Instructions for the task:
A bare number is the only acceptable answer: how many lines of these entries include "tools"?

Task inputs:
((

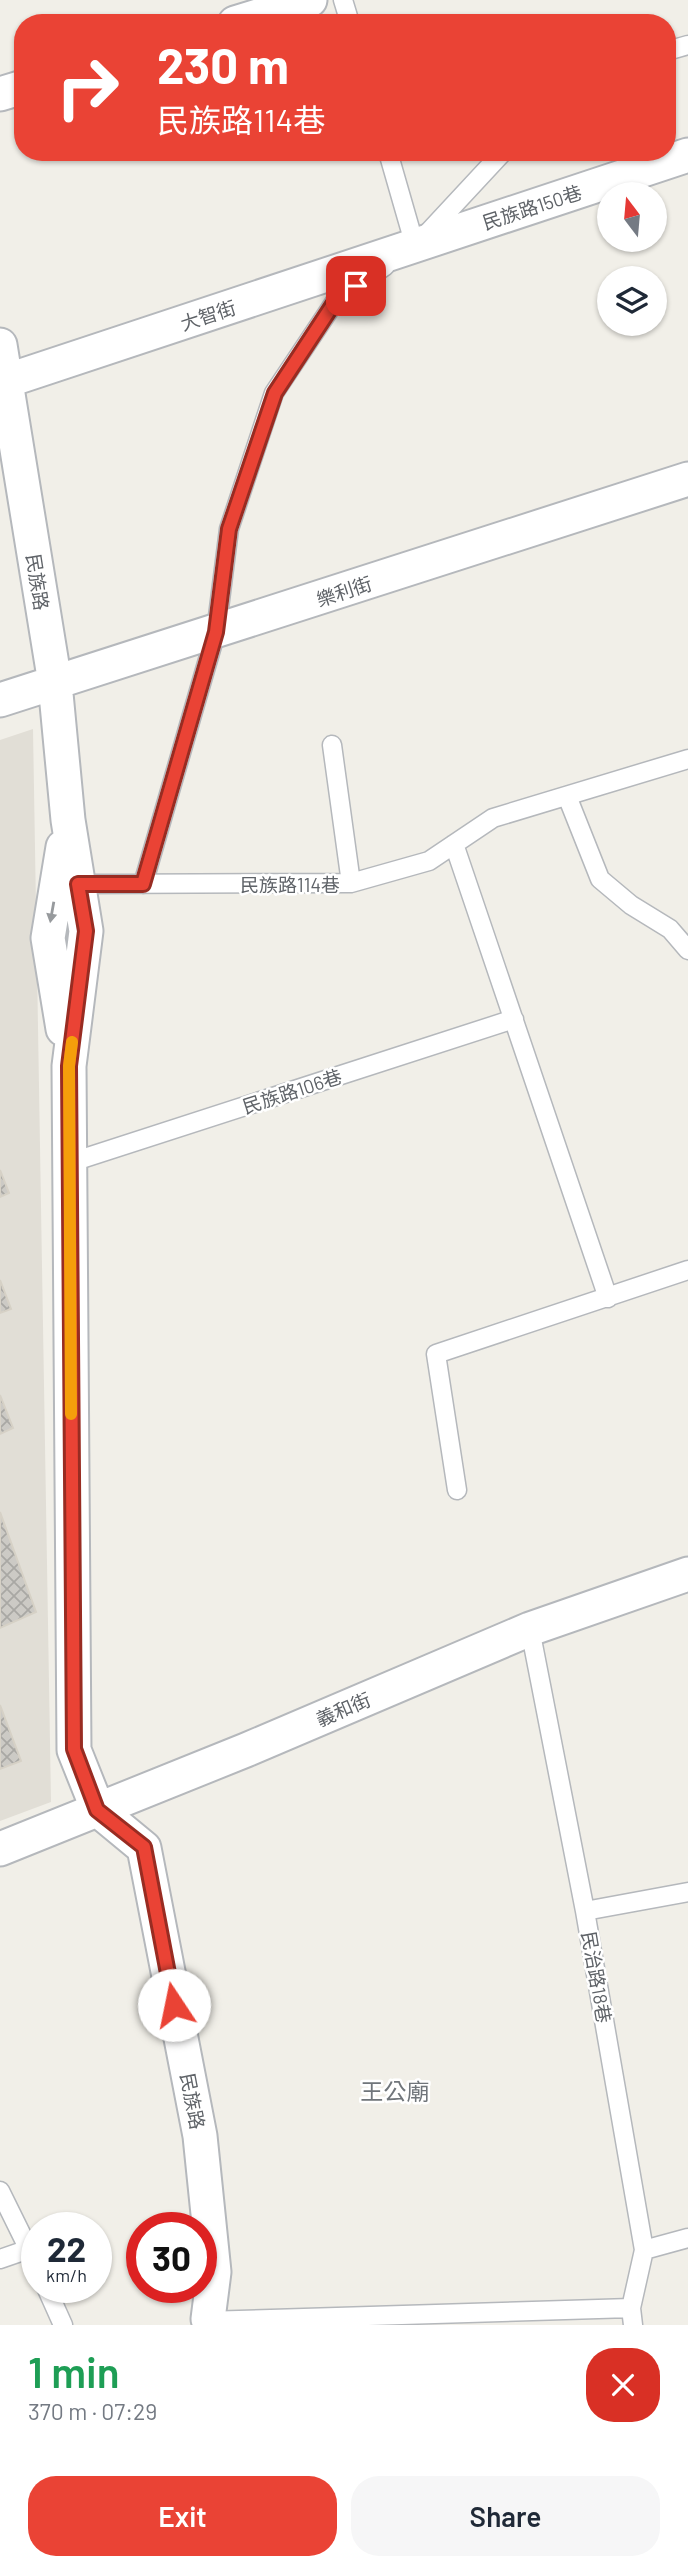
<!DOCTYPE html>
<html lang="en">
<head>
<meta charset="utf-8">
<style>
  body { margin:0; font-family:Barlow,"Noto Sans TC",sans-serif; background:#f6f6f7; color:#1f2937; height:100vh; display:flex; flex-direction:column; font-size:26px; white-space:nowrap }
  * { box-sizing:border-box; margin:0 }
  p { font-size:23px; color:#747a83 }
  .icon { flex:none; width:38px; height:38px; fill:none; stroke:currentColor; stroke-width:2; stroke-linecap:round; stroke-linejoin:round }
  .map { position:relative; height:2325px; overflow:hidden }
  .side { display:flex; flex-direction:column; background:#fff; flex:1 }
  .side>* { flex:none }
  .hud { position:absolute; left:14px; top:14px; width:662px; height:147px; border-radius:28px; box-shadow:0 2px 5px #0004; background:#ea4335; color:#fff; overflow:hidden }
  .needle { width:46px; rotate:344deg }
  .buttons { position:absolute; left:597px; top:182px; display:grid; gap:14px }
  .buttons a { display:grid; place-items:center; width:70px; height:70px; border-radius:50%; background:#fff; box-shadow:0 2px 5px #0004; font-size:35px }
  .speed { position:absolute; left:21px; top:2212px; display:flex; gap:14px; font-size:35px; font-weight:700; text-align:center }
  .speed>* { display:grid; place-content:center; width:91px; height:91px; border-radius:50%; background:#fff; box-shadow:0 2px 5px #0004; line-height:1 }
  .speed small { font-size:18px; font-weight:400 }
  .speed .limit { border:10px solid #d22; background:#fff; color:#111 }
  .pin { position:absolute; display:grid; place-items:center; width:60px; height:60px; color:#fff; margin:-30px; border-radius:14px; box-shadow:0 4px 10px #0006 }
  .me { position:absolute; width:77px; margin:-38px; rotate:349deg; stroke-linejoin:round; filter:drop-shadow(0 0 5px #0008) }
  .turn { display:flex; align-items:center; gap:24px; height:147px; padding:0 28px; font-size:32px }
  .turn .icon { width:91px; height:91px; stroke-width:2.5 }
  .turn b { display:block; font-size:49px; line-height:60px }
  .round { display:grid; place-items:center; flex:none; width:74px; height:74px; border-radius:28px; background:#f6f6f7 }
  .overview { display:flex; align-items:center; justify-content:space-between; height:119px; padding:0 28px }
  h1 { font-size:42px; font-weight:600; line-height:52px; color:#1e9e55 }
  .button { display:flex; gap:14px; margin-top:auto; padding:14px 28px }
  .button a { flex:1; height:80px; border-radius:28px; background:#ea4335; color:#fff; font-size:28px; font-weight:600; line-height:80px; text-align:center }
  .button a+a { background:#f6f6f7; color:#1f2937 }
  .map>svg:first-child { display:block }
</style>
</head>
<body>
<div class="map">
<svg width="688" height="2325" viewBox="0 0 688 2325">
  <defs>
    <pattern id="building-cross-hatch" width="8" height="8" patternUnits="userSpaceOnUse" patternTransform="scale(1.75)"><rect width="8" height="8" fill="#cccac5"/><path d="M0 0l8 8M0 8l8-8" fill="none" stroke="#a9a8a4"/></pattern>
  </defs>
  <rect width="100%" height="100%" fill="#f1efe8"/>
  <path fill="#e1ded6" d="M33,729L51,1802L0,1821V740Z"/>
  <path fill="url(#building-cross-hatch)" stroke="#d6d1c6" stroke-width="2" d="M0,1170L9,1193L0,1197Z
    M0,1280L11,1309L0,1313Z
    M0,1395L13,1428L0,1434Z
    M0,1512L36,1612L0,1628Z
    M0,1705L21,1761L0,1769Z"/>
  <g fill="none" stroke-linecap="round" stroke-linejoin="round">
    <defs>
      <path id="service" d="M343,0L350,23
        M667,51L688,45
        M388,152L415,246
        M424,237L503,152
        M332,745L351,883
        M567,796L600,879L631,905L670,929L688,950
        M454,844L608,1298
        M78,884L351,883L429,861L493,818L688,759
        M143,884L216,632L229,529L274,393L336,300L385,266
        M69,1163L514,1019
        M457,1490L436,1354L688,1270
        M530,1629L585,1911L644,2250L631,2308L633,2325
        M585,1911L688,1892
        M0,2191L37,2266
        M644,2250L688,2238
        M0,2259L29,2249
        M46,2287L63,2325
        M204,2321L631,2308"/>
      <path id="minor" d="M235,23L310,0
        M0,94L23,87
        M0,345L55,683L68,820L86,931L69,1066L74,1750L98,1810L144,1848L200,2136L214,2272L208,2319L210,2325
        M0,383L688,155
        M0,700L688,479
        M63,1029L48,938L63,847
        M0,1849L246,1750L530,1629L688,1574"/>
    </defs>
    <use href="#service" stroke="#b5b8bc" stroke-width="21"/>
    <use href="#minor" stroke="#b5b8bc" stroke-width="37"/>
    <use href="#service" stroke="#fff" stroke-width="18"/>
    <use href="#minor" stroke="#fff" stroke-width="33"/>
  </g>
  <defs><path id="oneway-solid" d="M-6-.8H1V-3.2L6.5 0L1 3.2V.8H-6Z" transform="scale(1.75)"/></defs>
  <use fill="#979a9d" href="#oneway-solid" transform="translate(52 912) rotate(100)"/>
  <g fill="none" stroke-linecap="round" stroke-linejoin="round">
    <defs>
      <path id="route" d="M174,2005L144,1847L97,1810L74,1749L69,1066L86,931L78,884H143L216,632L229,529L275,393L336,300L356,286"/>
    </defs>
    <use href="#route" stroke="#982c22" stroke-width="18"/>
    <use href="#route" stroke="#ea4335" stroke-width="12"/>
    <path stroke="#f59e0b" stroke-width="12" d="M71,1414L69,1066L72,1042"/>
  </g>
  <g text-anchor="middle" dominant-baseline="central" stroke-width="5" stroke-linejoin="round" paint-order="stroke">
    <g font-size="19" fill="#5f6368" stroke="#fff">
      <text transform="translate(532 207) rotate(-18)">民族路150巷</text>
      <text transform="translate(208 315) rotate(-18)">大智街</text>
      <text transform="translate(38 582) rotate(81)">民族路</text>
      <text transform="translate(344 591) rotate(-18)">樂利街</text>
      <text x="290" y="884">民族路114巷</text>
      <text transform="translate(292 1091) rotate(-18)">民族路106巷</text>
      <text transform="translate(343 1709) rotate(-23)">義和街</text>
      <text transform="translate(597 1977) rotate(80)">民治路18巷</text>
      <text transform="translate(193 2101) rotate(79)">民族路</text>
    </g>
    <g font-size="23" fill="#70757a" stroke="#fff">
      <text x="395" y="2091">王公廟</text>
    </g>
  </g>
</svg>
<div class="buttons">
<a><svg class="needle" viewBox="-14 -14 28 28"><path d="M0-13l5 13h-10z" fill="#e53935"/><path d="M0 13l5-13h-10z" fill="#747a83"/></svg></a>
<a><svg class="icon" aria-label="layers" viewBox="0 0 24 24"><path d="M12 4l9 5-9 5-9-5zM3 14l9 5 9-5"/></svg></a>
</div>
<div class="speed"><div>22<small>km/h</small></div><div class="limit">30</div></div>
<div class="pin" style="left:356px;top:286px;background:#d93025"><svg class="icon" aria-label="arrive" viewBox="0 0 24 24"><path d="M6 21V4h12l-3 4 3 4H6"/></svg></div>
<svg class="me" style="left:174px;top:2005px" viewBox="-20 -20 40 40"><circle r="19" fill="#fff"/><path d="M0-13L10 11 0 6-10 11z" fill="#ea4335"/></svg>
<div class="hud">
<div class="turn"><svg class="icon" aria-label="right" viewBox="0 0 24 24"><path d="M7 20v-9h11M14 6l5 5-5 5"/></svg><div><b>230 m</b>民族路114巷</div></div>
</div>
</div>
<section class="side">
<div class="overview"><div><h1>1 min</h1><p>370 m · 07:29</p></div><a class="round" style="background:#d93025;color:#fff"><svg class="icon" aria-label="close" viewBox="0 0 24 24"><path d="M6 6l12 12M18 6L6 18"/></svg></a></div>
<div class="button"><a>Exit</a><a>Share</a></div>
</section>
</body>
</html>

))
((

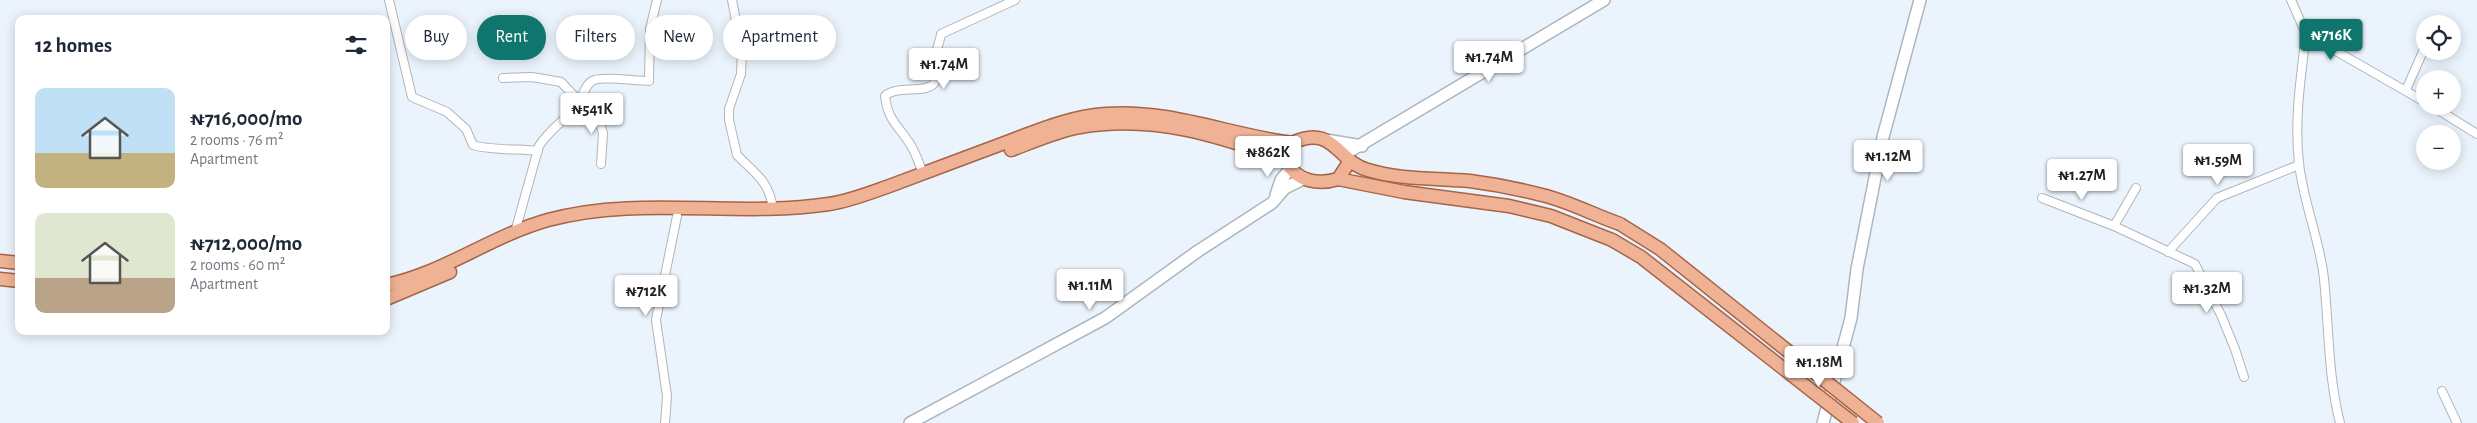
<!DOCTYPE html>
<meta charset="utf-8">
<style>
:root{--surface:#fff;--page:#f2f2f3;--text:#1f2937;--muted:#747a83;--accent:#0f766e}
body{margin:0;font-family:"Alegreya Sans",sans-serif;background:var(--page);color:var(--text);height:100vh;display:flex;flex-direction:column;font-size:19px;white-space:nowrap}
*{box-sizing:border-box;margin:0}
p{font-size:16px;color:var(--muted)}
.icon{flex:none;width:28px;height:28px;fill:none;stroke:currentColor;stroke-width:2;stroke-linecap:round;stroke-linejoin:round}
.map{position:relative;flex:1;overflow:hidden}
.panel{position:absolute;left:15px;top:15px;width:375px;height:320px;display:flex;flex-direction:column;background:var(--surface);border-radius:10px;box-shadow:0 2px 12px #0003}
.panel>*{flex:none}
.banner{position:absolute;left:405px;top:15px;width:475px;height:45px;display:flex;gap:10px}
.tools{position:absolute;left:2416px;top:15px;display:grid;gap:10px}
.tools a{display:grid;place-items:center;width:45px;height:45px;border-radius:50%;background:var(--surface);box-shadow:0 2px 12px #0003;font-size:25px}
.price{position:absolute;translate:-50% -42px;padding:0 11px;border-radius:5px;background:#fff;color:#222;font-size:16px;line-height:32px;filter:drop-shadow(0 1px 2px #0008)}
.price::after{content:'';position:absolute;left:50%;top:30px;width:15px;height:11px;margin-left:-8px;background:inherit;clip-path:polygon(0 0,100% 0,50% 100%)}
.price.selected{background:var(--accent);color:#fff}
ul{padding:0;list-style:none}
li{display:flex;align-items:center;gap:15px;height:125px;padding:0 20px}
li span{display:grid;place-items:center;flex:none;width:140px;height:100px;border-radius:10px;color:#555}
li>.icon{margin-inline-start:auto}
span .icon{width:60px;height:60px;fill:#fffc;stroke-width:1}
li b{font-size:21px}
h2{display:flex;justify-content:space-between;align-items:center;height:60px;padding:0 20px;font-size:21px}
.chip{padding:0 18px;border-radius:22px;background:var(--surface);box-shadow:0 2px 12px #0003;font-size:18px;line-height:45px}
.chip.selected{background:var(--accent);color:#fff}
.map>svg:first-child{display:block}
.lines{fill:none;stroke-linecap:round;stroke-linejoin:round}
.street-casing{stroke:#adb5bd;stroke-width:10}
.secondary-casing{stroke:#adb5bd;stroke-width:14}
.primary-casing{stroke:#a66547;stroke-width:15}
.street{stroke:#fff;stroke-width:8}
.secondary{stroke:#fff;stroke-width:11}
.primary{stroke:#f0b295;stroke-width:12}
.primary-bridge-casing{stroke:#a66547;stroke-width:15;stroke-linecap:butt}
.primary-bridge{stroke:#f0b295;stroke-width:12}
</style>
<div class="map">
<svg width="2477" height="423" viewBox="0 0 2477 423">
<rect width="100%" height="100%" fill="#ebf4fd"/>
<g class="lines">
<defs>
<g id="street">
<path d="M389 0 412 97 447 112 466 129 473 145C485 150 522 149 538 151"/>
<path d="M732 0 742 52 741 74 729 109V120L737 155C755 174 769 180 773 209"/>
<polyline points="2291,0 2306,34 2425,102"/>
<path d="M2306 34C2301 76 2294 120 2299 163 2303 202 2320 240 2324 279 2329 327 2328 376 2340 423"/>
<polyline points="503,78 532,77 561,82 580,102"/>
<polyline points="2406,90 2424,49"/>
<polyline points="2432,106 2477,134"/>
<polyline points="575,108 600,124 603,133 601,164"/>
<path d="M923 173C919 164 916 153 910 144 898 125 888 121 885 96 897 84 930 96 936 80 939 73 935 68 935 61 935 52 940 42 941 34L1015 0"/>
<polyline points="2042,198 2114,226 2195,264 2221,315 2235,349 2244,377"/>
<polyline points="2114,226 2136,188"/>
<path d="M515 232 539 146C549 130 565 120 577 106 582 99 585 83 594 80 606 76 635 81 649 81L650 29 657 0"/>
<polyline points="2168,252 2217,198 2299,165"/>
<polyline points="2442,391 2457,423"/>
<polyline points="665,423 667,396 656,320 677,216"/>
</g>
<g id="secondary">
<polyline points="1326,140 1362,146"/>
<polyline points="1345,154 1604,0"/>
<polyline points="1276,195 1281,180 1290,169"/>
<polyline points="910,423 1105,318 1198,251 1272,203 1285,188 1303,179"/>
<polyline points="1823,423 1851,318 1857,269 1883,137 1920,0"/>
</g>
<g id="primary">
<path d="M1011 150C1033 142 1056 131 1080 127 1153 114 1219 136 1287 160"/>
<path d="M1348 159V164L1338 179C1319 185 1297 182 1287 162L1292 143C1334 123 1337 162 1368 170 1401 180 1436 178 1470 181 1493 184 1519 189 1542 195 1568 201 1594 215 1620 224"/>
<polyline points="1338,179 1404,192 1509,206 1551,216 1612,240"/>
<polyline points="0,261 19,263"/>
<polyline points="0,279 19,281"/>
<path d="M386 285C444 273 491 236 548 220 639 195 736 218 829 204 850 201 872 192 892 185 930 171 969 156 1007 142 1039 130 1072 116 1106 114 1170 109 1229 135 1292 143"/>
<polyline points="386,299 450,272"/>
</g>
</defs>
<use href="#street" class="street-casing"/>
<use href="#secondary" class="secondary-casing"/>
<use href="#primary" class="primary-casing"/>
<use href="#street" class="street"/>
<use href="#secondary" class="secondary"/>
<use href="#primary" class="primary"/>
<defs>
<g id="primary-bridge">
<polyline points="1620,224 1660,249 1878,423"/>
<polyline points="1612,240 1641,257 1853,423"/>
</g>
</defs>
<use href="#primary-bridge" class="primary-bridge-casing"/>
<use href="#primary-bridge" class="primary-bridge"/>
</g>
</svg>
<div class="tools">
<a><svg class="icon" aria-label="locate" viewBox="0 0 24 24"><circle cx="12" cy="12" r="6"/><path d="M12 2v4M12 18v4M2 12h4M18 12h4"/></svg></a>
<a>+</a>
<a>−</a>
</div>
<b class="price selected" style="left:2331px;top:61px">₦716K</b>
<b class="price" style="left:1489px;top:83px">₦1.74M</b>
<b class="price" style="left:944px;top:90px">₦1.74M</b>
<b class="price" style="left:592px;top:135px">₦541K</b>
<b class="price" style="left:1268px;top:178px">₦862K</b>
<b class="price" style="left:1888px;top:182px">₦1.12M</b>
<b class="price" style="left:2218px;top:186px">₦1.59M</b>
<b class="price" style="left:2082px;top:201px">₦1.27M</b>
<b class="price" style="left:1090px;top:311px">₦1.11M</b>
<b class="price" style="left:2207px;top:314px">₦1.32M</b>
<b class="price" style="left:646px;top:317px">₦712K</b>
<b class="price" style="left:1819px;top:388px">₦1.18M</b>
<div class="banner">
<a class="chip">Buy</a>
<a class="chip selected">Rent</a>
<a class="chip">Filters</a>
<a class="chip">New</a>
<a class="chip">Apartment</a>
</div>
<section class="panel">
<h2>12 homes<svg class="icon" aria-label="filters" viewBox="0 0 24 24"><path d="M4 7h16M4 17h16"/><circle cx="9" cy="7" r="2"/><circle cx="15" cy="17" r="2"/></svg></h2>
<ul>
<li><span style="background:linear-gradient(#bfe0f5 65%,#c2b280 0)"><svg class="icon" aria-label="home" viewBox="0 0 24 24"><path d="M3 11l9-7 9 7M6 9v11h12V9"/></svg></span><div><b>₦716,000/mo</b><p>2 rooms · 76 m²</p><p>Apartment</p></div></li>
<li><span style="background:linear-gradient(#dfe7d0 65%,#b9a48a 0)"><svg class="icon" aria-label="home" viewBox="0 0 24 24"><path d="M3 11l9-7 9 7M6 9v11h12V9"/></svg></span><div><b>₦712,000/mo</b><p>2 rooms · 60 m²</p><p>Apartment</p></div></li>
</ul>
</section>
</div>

))

Result:
3